With society obsessed with the idea of smaller, smarter, and sexier gadgets, we’re often guilty of overlooking the old, clunky, and chunkier devices that we still rely on every day. Yes, we might queue for hours to get our hands on ever-slimmer iPhones and ultra-lightweight tablets, but for the most part we’re still happy to use a frightening array of old technologies and devices that litter our homes and offices.
In order to draw attention to some of the technological dinosaurs that are still popular today, we decided to explore five ‘obsolete’ technologies – five pieces of kit (and the bright ideas behind them) that should have been replaced years ago, but which still linger on. Of course, there are hundreds and thousands of things we’re forgetting – so if you’re still hanging on to some older gadgets or gizmos, do get in touch to let us know!
CRT Monitors and TVs.
These days, you might be hard-pressed to find an older CRT TV or computer monitor in the average home – most people will have adopted newer LCD or plasma-screen TVs, which are lighter, thinner, and take up considerably less space. Keep searching though, and you’ll be surprised by how many CRT monitors and TVs are still floating around!
Popular in offices all over the world due to their lower cost, CRT screens are highly valued by competitive gamers and film enthusiasts! That’s because the older screens are much better at handling multiple resolutions, and can display colours far more accurately than their newer counterparts. They’re also less prone to input lag – the tiny fraction of time the TV takes to respond to input – which is especially important in computer and video games that demand rapid responsiveness, such as fighting and shooting games.
Payphones and Landlines
With almost everybody carrying around mobile phones these days, it’s surprising how many landline telephones are still used to place calls every day. Similarly, whilst payphones might be slowly disappearing from our streets, they’re still used fairly frequently by people wishing to place calls – perhaps when their mobile phone battery has run out of juice?
Statistics show that while younger people are choosing to forgo paying for a landline – between broadband internet services and their mobile phones, they don’t need the inflexibility of a corded phone – as many as 2 in 3 people continue to literally tie themselves down with a line rental! With mobile phone batteries getting better than ever, handset prices coming down, and the sheer usefulness of mobile phones though, it won’t be long before the landline goes the way of the dodo – or should that be the Flappy Bird?
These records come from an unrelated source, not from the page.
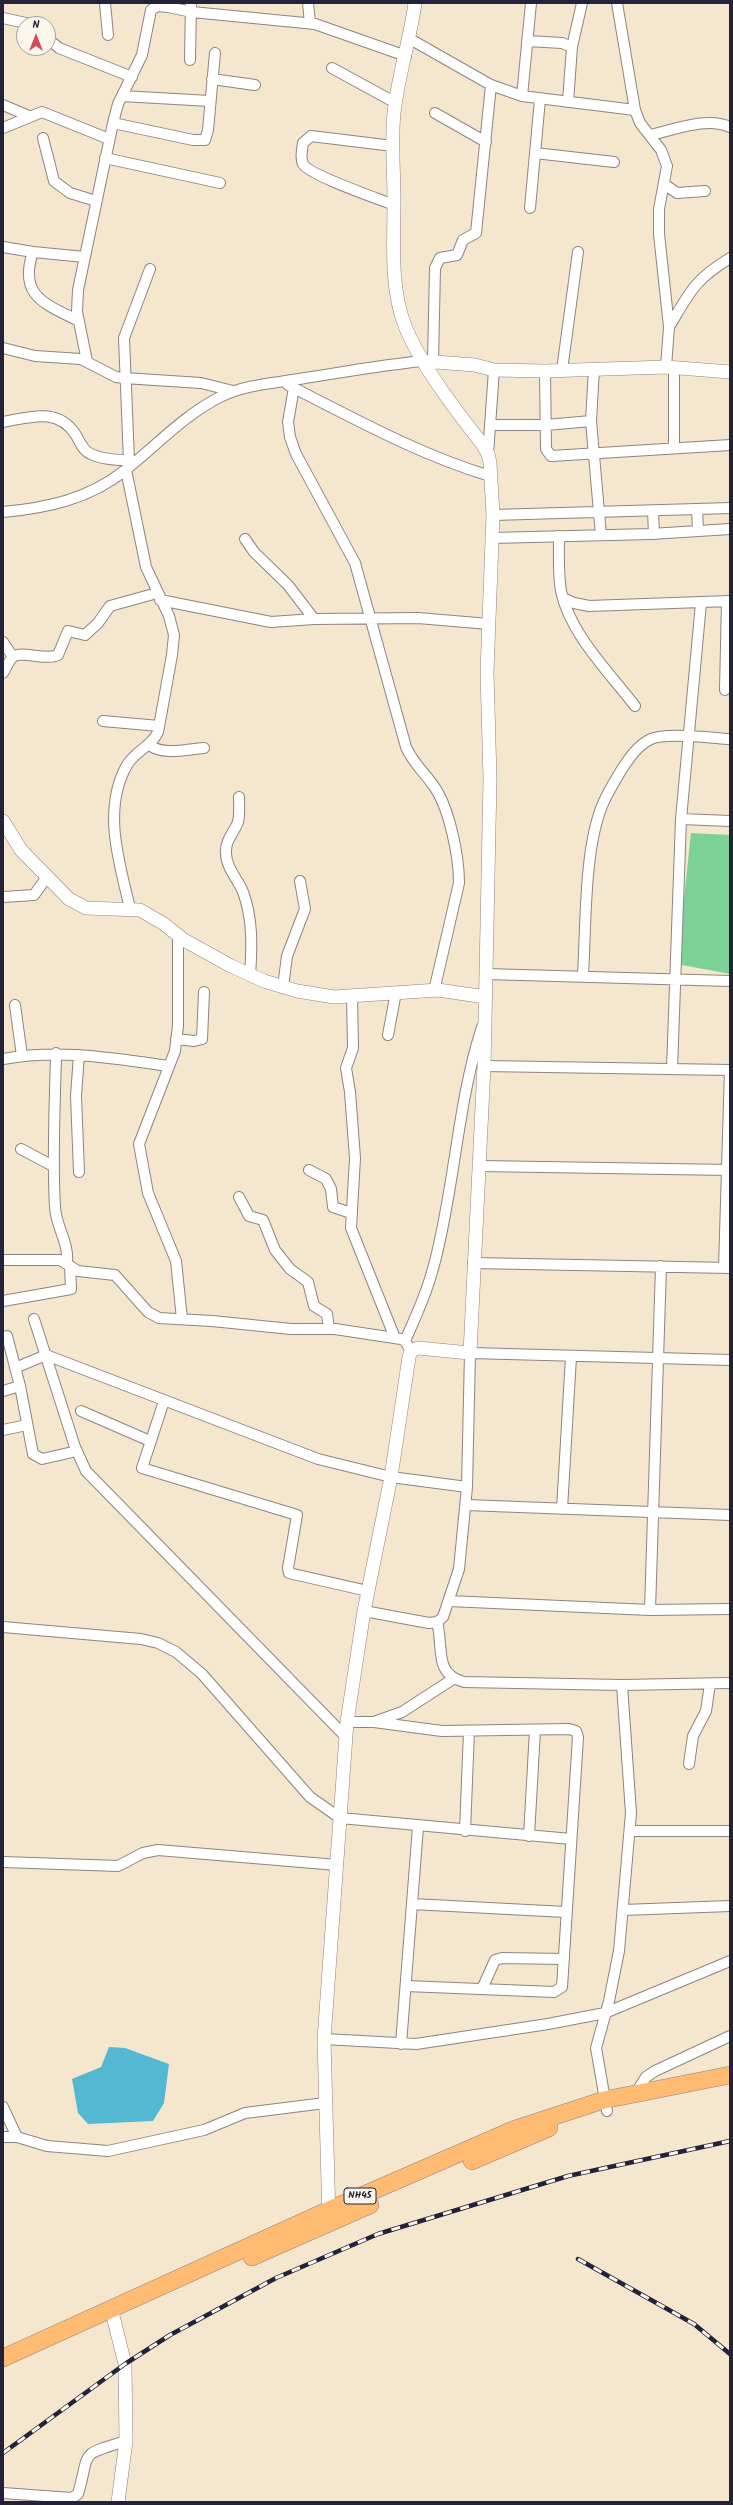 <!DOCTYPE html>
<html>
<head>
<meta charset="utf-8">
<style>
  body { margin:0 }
  #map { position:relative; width:733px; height:2505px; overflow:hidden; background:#f5e6ce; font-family:Kalam,sans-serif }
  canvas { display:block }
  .frame { position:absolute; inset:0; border:4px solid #22223b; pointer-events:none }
  .north { position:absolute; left:16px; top:16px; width:40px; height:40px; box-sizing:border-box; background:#fbf7ec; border:1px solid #a4a2a5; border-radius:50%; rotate:0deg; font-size:11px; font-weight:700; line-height:16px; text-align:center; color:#22223b }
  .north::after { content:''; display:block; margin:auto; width:14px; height:18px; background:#d1495b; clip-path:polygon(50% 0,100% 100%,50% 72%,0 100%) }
</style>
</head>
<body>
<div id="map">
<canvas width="733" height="2505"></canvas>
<div class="frame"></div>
<div class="north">N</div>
</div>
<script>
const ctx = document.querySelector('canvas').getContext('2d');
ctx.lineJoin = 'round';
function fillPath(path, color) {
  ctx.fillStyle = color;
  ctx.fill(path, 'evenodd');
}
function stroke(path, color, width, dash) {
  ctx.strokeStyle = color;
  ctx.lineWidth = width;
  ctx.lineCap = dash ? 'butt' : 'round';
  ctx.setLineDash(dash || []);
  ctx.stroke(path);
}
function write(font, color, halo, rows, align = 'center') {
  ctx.font = font + ' Kalam,sans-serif';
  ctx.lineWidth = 3;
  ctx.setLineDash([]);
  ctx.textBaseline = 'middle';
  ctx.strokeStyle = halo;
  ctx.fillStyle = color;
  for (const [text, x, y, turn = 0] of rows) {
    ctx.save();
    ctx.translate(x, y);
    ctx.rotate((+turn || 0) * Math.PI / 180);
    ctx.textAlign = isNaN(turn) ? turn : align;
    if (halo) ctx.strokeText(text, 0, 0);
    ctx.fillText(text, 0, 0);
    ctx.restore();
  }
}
fillPath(new Path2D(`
  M 691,833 L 730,835 L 730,974 L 677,964 Z`), '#7bd196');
fillPath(new Path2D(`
  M 109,2047 L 125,2048 L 169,2064 L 164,2103 L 153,2121 L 88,2124 L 78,2113 L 72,2079 L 101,2067 Z`), '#54b8d2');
const minor = new Path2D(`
  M 105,3 L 108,35
  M 308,3 L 310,23
  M 617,3 L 635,110 L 640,123 L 661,150 L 667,166 L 659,209 L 659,234 L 669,327 L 666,367
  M 3,18 L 30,24
  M 48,39 L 59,48 L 132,77
  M 410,39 L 491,85 L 522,96 L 635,110
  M 527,41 L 562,43 L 572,47 L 568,102
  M 572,47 L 582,3
  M 190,60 L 191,3
  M 332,68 L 396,103
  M 212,79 L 255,85
  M 122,96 L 210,101
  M 522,96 L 531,3
  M 3,105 L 29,116
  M 435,113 L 486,142
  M 113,123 L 193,140 L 205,140 L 208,130 L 215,53
  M 3,128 L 42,112 L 109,139
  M 650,135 C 674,130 707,116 730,127
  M 43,138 L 54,181 L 70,193 L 96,201
  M 393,146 L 311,136 L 303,143 C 302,149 300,158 303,164 C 309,175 379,199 394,205
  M 535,153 L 614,162
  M 105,158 L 220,183
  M 664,184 L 677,193 L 705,191
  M 530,208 L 540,99
  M 3,247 L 33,252 L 85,257
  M 33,252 C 18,296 45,304 79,321
  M 669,327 C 690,292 694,280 730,258
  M 3,348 L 35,356 L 81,359 L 116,377 L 124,378 L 201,383 L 233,391
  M 87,361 L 77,312 L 78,290 L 113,123 L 118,104 L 142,55 L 151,10 L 157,6 L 168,7 L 192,12 L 315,24 L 406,56
  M 433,361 L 435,268 L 440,258 L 457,255 L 463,240 L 476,233 L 491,85
  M 674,368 L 674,447
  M 594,369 L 591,421 L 601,535
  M 562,370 L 578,252
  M 545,371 L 546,449 L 551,456 L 730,445
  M 288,385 C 353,418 420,455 490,476
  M 294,388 L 288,422 L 290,437 L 296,454 L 355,563 L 406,747 C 413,763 423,771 433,785 C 449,806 459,856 459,883 L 434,991
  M 3,422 C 31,417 58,407 76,435 C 80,442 83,451 91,454 C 103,460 121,460 134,461
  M 492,425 L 546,425 L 591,421
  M 488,454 L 494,370
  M 129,461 L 124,338 L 150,269
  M 126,470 L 146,567 L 169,616 L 174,635 L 172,655 L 158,732 C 151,747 135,751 127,765 C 102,809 119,862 130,908
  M 697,509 L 698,531
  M 653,511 L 654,534
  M 3,512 C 47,508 89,499 124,471 C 155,447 184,415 220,397 C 246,384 277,383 305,378 C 344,372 383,365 422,361
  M 493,515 L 730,508
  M 559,536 C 559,554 558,574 561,591 C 570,634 609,672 635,706
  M 492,538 L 651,534 L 730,529
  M 245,539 L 254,552 L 288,585 L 314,619
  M 563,598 L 574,603 L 589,606 L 730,601
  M 160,600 L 271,622 L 314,619 L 418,618 L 489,624
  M 3,642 L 13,657
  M 3,673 C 6,668 9,660 13,657 C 21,650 46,661 58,655 L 68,631 L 85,635 L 98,623 L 110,606 L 157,593
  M 725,690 L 727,601
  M 103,721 L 159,726
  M 149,745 C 165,756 186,749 204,748
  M 239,797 C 239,805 240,814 238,822 C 234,833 225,840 226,853 C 226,868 238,879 243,892 C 253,919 252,947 250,975
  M 681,819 L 730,821
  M 3,897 L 34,895 L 47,877
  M 178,936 L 178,1026 L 175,1051 L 139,1144 L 148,1193 L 176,1261 L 182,1319
  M 486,974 L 730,981
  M 583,975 C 586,927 584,850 602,806 C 607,793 615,781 622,769 C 630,757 638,745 651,739 C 666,732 712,738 730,739
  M 283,987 L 287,956 L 305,909 L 300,881
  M 352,996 L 353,1048 L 346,1068 L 350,1092 L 355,1158 L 351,1228 L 395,1338
  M 15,1005 L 22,1056
  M 388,1035 L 396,992
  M 176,1039 L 194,1041 L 202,1039 L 204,992
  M 56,1053 C 55,1104 52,1156 55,1207 C 56,1227 69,1242 67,1263
  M 79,1055 L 76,1096 L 79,1172
  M 3,1059 C 61,1049 112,1058 169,1066
  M 484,1066 L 730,1070
  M 672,1069 L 681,819 L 701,603
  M 21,1149 L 53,1166
  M 480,1166 L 730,1170
  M 309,1170 L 326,1179 L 331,1189 L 333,1207 L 351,1213
  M 239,1197 L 249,1216 L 263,1220 L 275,1250 L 290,1269 L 308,1282 L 314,1306 L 327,1314 L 329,1329
  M 3,1260 L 60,1260 L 78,1271 L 115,1275 L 148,1312 L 159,1318 L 212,1321 L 291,1329 L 335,1329 L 401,1339 L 405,1341 L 411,1351
  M 473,1263 L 730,1268
  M 724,1268 L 730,1070
  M 3,1301 L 71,1289 L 70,1266
  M 34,1319 L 75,1447 L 86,1471 L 346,1737
  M 7,1336 L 20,1386 L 33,1454 L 42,1459 L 77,1451
  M 405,1341 C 416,1316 427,1292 434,1265 C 455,1187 457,1104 482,1027
  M 15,1368 L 46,1355 L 318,1459 L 391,1477 L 467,1487 L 470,1353 L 730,1360
  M 3,1391 L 20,1386
  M 164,1401 L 142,1468 L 297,1515 L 288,1568 L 289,1573 L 368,1591
  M 81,1411 L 150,1441
  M 3,1430 L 27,1425
  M 466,1505 L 730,1515
  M 562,1509 L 571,1357
  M 449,1601 L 650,1610 L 730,1609
  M 650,1610 L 661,1266
  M 364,1611 L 429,1623 L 437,1622 L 443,1617 L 459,1569 L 467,1487
  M 437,1622 C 444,1647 433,1674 464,1682 L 622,1685 L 730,1683
  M 3,1627 L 141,1639 L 158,1643 L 176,1652 L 202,1674 L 310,1797 L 340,1818 L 571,1839
  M 347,1722 L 374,1722 L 402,1712 L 453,1679
  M 374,1722 L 442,1731 L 569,1729 L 576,1731 L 578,1737 L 562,1987 L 554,1992 L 406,1986
  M 689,1764 L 693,1736 L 706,1711 L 710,1684
  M 465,1831 L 469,1731
  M 630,1831 L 730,1831
  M 529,1836 L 535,1730
  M 3,1862 L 118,1866 L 143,1853 L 158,1850 L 337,1865
  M 412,1904 L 566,1912
  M 623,1910 L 730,1906
  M 482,1989 L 495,1960 L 502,1958 L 564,1959
  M 324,2039 L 416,2044 L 548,2024 L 605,2013 L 730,1961
  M 401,2044 L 418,1827
  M 636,2093 L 646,2077 L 655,2071 L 730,2036
  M 3,2107 L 17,2137
  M 607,2111 L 596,2048 L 609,2001 L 619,1951 L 631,1813 L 622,1685
  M 3,2137 L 17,2137 L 47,2146 L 108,2151 L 204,2130 L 245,2113 L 325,2103
  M 3,2493 L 72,2498 L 78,2494 C 91,2450 77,2456 126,2441`);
const tertiary = new Path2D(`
  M 422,361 L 475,365 L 494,370 L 545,371 L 666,367 L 730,372
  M 3,821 L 21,850 L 69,899 L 86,908 L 140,910 L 164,924 L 184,940 L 231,966 L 264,981 L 297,991 L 334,997 L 438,990 L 486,997
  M 329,2219 L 324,2039 L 347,1722 L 364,1611 L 391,1477 L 409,1357 L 411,1351 L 418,1348 L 470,1353 L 484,1066 L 486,974 L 490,779 L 487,672 L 493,515 L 490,463 L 488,454 L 483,445 C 457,412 420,364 405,326 C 390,288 394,242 394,201 C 394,171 391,142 394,113 C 398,76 410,40 415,3
  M 111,2308 L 125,2364 L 126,2441 L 118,2502`);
const trunk = new Path2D(`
  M 472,2161 L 549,2128
  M 252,2257 L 370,2205
  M 3,2358 L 329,2210 L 515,2129 L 604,2100 L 730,2075`);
stroke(minor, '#8c8484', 12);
stroke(tertiary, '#8c8484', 14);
stroke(trunk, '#8c8484', 18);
stroke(minor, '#fff', 10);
stroke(tertiary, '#fff', 13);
stroke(trunk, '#ffbb71', 17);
const rail = new Path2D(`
  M 578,2259 L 694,2324 L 730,2354
  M 3,2453 L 125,2364 L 170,2335 L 276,2278 L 378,2234 L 568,2176 L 730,2141`);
stroke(rail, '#22223b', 4.5);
stroke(rail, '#fbf7ec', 3, [9]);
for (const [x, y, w] of [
  [360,2196,32]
]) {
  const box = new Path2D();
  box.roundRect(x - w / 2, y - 8, w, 16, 3);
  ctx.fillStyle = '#fbf7ec';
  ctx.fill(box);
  stroke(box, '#22223b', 1);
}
write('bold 10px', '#22223b', null, [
  ["NH45",360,2196]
]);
</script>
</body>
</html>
CDs, DVDs, and Flash Drives.
Physical media used to be the only way to save, share, and record your favourite songs, your homework, and your holiday snaps. The trend started with tapes, and the humble floppy disk, and evolved quickly to DVDs and USB Flash Drives. As the amount of information that could be stored grew, the size of the physical media got progressively smaller. Today, of course, we’re able to access every song that’s ever been sung, every book that’s ever been written, and every movie that’s ever been filmed just by pulling out our phone – but that doesn’t mean we always do…
Some purists continue to hang on to their older CDs and DVDS (I still buy physical copies of my favourite movies, for example), choosing physical copies of their data rather than buying into the flexibility and other potential benefits of Cloud storage. Despite everything being backed up online these days, the worry that your CD might get scratched, or your flash drive might get lost is one that many people still face today.
A controversial entry, no doubt, but paper is by far the most ubiquitous, and the most out-dated, piece of technology on our list. In fact, it’s so simple, and so ancient, that calling it ‘technology’ somehow feels wrong! From newspapers, to flyers, to books, and bills, paper is everywhere in our society and has been for thousands of years – but isn’t it time we replaced it?
The technology to replace paper already exists – and we’re already using it! Emails, ebooks, and online bills are increasingly common, whilst advertisers using billboards and posters are slowly making the switch from paper to LCD screens. These new technologies are more flexible and have a whole host of impressive features that sets them apart from paper – they can be programmed to be interactive, they can display moving images as well as stills, and they can be instantaneously updated. With so many benefits, it’s hopefully only a matter of time before paper disappears!
You might be forgiven for thinking that touchscreens are a new technology that have only been around for a few years. While the technology certainly only became popular with the rise of smartphones and tablet computers, it’s actually been around for over 40 years! The first touch screen was invented in the late 1960s, when it was used by the European Organisation for Nuclear Research (or CERN, which might be a more familiar name).
Touchscreens continued to be used in various devices throughout the 1970s, 1980s, and 1990s – but it wasn’t until the iPhone was launched in 2007 that Apple helped reinvent the touchscreen with a multi-touch approach. Touchscreen technology continues to evolve today, becoming more sensitive, responsive, and advanced over time. Apple will be looking to reinvent touchscreen again with the upcoming iPhone 6S’s ability to register how hard you’re pressing the glass… but after 40 years, isn’t it time we came up with another way to control our devices??